Some differences in quality of care depending on body temperature are in line with previous findings [39, 40]. Not surprisingly in the presence of fever, physicians are quicker to administer antimicrobials and to draw blood cultures, especially as they expect a higher rate of pathogen detection than in febrile patients [41, 42].

Our analysis has several strengths and weaknesses. To our knowledge, it is the first study on the subject using a large number of cases to look at several degrees of fever and hypothermia and to look at environmental temperature as an associated factor. As this is a secondary analysis of data from a multicenter quality improvement trial, the available information is limited. Unfortunately, we have no detailed information on oxygen delivery or consumption, no detailed medical history with potentially relevant comorbidities, no information on antipyretic medication or sedatives, no cytokine panel, no information on the patients’ real environmental conditions and no serial temperature measurements. Therefore, we cannot use temperature trajectories to further distinguish our patient groups [43]. Temperature was also measured in an unstandardized way in different body locations. Even though to our knowledge there has been no systematic change in temperature management over the last ten years, our dataset might not be fully representative of today’s patients due to changes in sepsis management. Confounding due to differences on the hospital level is of special concern when analyzing outside temperature, which is clearly associated with a hospital’s location.
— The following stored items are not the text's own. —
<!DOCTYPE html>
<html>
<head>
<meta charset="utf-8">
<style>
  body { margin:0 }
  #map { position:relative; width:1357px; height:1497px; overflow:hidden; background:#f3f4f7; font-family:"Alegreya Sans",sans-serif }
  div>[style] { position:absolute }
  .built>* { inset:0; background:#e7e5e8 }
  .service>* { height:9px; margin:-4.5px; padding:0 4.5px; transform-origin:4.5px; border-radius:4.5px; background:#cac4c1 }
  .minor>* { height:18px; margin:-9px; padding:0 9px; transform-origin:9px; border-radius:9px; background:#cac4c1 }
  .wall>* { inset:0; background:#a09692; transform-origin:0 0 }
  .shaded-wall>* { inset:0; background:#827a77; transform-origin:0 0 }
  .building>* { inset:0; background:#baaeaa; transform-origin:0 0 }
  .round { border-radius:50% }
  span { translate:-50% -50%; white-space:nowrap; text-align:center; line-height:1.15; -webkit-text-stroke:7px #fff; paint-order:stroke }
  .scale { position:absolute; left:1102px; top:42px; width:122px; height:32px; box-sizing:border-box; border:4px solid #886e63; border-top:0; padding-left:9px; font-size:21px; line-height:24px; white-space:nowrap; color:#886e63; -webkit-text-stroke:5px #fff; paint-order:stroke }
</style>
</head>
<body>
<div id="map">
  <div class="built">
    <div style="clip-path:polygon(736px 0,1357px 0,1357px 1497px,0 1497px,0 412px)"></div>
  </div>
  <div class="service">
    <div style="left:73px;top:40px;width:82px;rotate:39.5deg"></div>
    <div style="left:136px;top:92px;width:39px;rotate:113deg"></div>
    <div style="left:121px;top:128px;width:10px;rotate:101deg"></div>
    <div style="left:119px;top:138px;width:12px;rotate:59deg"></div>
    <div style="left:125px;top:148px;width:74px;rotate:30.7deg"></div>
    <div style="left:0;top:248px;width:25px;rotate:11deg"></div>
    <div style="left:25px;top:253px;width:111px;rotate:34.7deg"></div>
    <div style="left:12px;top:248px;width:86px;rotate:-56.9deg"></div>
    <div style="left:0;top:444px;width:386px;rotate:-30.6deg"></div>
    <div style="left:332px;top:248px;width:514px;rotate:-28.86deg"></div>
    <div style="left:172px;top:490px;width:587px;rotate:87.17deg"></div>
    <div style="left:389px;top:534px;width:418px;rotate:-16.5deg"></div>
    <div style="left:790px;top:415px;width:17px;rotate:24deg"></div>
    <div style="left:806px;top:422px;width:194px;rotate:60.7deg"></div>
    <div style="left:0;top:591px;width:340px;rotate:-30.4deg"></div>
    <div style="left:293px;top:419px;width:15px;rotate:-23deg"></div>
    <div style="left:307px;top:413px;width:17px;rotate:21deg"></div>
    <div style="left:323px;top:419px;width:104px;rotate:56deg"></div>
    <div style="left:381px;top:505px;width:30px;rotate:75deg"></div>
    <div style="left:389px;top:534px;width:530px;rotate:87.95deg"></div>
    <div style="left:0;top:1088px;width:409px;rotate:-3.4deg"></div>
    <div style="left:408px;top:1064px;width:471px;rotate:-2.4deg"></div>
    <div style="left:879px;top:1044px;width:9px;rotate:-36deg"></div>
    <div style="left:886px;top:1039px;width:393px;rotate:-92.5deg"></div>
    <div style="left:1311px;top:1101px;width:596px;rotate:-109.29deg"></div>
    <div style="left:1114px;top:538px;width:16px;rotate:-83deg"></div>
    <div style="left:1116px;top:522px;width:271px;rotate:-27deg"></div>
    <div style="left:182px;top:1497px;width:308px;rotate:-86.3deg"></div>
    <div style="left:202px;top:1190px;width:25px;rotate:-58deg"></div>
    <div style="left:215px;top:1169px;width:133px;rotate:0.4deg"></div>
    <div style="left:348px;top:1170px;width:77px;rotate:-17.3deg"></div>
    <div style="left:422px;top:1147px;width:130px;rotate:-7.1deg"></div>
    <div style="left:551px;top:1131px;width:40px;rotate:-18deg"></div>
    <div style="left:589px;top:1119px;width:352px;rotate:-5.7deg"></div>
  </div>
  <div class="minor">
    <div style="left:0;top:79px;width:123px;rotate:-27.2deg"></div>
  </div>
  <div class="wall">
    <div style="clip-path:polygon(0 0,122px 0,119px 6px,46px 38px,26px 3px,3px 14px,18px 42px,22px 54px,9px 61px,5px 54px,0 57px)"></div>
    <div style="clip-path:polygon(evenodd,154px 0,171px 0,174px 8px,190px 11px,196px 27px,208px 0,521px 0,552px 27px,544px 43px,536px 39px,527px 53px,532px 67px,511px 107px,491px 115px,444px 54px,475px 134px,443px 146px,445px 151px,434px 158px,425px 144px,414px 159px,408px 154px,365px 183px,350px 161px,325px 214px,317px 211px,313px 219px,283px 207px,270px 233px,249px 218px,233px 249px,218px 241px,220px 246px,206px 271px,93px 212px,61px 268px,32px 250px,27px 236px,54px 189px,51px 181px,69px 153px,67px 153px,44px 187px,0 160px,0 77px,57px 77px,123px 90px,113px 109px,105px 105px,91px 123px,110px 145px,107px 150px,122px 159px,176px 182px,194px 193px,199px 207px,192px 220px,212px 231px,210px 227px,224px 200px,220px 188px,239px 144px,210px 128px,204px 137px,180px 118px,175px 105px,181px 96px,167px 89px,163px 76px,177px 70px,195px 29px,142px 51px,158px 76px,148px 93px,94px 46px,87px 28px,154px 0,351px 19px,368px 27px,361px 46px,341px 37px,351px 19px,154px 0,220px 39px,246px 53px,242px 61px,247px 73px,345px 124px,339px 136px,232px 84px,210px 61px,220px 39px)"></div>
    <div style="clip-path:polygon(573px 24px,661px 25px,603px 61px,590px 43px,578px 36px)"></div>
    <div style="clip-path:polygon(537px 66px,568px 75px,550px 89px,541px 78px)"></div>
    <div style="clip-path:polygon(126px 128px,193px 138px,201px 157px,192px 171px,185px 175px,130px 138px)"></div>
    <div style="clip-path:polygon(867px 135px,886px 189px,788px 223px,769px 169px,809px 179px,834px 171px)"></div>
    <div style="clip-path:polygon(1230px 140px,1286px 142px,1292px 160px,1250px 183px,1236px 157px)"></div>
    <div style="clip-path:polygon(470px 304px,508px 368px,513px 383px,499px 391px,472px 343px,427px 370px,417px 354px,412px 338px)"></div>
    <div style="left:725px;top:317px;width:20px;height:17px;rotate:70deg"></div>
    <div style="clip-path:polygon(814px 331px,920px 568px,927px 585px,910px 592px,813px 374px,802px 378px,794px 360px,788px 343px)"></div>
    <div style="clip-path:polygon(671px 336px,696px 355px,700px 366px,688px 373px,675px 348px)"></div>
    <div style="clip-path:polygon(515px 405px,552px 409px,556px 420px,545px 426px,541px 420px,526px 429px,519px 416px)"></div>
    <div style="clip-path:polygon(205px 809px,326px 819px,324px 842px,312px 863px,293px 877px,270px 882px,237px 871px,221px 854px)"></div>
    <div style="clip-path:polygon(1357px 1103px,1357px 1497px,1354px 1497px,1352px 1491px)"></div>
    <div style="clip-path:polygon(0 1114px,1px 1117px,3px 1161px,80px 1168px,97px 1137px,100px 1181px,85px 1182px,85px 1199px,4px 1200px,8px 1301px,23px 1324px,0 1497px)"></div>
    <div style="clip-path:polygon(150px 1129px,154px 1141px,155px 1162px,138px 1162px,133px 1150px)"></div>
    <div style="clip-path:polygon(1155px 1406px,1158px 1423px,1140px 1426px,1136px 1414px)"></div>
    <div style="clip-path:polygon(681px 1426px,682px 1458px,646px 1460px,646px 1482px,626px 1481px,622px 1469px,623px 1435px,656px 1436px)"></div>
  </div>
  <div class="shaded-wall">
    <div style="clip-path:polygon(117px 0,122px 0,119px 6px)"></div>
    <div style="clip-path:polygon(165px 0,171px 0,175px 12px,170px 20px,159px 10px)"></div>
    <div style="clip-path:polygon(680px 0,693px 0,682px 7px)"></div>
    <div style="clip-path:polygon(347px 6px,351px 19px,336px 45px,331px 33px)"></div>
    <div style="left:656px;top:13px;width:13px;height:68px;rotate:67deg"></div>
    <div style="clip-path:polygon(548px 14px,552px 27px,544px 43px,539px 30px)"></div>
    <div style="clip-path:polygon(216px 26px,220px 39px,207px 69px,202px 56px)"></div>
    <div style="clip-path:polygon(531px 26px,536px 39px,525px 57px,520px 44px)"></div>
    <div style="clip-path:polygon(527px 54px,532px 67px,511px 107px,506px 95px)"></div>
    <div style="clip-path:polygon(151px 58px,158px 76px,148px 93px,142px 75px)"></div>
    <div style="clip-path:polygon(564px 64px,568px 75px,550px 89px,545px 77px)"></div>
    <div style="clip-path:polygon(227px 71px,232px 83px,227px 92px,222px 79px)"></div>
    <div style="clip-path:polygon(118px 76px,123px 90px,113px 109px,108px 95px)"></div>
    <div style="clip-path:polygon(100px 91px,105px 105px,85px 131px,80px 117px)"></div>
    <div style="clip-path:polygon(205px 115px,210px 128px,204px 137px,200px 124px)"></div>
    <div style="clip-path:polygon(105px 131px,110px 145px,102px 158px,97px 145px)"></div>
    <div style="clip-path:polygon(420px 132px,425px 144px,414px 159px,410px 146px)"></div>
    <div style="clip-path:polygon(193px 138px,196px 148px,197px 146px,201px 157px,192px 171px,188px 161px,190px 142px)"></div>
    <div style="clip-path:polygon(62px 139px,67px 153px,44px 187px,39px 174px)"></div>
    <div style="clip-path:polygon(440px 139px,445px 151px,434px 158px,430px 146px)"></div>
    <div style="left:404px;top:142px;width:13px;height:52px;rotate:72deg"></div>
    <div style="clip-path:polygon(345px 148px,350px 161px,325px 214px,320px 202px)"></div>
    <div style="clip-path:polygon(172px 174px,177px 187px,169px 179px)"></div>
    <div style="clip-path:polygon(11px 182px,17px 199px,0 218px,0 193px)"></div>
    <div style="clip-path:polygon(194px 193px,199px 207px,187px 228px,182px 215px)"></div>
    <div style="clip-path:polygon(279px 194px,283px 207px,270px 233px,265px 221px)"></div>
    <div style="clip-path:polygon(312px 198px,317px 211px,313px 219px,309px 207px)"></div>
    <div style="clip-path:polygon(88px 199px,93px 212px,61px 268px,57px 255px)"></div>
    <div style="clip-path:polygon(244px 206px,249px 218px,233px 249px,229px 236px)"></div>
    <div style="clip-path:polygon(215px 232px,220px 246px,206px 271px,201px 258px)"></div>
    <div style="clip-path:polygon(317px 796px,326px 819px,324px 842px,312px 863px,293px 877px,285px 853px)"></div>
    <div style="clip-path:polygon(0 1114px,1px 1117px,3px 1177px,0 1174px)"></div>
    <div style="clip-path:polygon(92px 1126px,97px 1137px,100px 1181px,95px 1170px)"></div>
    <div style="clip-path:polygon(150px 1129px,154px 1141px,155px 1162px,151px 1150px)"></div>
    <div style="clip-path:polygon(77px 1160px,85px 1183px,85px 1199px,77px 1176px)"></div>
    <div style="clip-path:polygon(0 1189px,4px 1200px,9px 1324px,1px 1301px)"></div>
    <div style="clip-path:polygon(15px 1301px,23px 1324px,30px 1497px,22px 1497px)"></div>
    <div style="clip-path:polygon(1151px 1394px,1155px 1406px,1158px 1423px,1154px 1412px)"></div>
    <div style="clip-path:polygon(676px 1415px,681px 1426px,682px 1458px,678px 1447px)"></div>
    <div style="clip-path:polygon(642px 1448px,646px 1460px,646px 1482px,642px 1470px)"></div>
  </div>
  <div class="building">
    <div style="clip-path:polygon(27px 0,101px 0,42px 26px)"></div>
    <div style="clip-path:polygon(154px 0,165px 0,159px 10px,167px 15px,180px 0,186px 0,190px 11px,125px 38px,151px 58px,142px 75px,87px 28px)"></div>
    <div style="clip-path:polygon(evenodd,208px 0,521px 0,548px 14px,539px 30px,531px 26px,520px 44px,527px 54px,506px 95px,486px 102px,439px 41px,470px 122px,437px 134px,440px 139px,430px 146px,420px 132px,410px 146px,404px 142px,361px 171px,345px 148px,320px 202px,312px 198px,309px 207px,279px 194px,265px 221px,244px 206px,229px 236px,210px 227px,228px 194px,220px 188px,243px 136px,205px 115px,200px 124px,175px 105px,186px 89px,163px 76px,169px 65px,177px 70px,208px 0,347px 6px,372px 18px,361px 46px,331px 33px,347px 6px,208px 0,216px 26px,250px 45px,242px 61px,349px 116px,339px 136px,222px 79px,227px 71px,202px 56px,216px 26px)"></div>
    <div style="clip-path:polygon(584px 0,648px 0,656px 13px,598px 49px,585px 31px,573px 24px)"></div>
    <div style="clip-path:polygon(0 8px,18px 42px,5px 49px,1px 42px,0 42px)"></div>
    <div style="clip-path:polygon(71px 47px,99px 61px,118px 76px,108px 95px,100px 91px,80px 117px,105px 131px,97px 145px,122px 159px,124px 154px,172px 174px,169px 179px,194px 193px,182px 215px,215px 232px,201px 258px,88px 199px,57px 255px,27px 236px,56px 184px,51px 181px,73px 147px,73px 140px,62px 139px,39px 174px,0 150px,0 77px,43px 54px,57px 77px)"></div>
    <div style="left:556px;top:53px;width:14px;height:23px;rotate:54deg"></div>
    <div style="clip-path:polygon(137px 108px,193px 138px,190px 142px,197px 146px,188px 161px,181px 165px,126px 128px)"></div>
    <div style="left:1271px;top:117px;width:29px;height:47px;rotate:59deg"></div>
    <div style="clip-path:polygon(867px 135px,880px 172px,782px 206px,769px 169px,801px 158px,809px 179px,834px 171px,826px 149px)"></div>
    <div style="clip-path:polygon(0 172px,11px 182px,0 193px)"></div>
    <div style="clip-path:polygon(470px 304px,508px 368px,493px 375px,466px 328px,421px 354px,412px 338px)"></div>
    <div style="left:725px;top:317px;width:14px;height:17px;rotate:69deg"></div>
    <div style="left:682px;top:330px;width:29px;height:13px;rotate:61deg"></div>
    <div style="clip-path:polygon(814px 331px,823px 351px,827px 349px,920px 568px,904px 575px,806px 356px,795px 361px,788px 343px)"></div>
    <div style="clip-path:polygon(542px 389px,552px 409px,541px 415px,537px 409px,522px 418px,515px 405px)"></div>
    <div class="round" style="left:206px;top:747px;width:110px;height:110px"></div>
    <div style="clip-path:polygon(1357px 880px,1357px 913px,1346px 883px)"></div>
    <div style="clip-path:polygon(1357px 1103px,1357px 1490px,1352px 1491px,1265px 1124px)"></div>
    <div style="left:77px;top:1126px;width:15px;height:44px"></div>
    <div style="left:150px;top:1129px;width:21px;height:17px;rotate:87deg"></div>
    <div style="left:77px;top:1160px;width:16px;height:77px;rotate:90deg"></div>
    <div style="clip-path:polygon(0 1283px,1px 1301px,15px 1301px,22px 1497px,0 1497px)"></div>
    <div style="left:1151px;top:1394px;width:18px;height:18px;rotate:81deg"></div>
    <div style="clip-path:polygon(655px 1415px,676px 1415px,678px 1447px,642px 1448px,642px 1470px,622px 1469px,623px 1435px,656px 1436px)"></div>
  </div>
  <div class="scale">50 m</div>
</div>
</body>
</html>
We took clustering into account by including random intercepts into our regression analyses but could not assess the influence of specific hospital factors with forty clusters.

Conclusion

Fever and hypothermia are the two different responses in human sepsis while normothermia is rare. Even though associated with several factors including environmental conditions, their regulatory causes and their potential impact on outcome is poorly understood, more detailed observational studies are needed to understand those before the therapeutic interventions targeting body temperature or metabolic adaptation in general can be tested in the right target population.